** PROBLEM DETAILS **
Please return the lines, both ends included, that run from the one containing "I need the bounding" to the last line of the data below, exactly and alone.

** Dataset entries **
==============================

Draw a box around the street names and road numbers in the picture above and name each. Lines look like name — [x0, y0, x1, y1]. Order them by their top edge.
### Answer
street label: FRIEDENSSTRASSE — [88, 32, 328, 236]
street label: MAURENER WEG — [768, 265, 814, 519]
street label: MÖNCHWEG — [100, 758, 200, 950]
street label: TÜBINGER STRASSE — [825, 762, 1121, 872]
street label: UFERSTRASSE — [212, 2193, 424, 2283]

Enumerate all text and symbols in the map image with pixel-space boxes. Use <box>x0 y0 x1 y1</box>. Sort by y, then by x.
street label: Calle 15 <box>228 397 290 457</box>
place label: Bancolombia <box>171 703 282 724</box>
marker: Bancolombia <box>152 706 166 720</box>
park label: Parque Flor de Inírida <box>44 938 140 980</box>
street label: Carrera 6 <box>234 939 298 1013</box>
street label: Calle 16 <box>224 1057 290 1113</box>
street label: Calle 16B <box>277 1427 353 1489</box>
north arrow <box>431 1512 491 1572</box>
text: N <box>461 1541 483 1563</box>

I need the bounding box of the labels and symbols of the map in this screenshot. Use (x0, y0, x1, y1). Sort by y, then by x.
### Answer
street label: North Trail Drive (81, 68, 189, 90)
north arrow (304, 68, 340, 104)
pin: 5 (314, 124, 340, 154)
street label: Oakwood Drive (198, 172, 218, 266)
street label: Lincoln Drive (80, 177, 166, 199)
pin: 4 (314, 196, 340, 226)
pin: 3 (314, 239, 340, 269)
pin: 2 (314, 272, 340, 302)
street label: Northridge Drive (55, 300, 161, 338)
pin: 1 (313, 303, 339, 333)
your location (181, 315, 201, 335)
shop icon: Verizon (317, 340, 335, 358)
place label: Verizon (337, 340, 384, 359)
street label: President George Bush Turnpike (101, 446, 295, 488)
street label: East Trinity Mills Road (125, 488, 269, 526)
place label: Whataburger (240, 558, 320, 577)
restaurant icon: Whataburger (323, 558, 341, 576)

==============================

** EXERCISE OUTPUT **
I need the bounding box of the labels and symbols of the map in this screenshot. Use (x0, y0, x1, y1). Sort by y, then by x.
### Answer
street label: North Trail Drive (81, 68, 189, 90)
north arrow (304, 68, 340, 104)
pin: 5 (314, 124, 340, 154)
street label: Oakwood Drive (198, 172, 218, 266)
street label: Lincoln Drive (80, 177, 166, 199)
pin: 4 (314, 196, 340, 226)
pin: 3 (314, 239, 340, 269)
pin: 2 (314, 272, 340, 302)
street label: Northridge Drive (55, 300, 161, 338)
pin: 1 (313, 303, 339, 333)
your location (181, 315, 201, 335)
shop icon: Verizon (317, 340, 335, 358)
place label: Verizon (337, 340, 384, 359)
street label: President George Bush Turnpike (101, 446, 295, 488)
street label: East Trinity Mills Road (125, 488, 269, 526)
place label: Whataburger (240, 558, 320, 577)
restaurant icon: Whataburger (323, 558, 341, 576)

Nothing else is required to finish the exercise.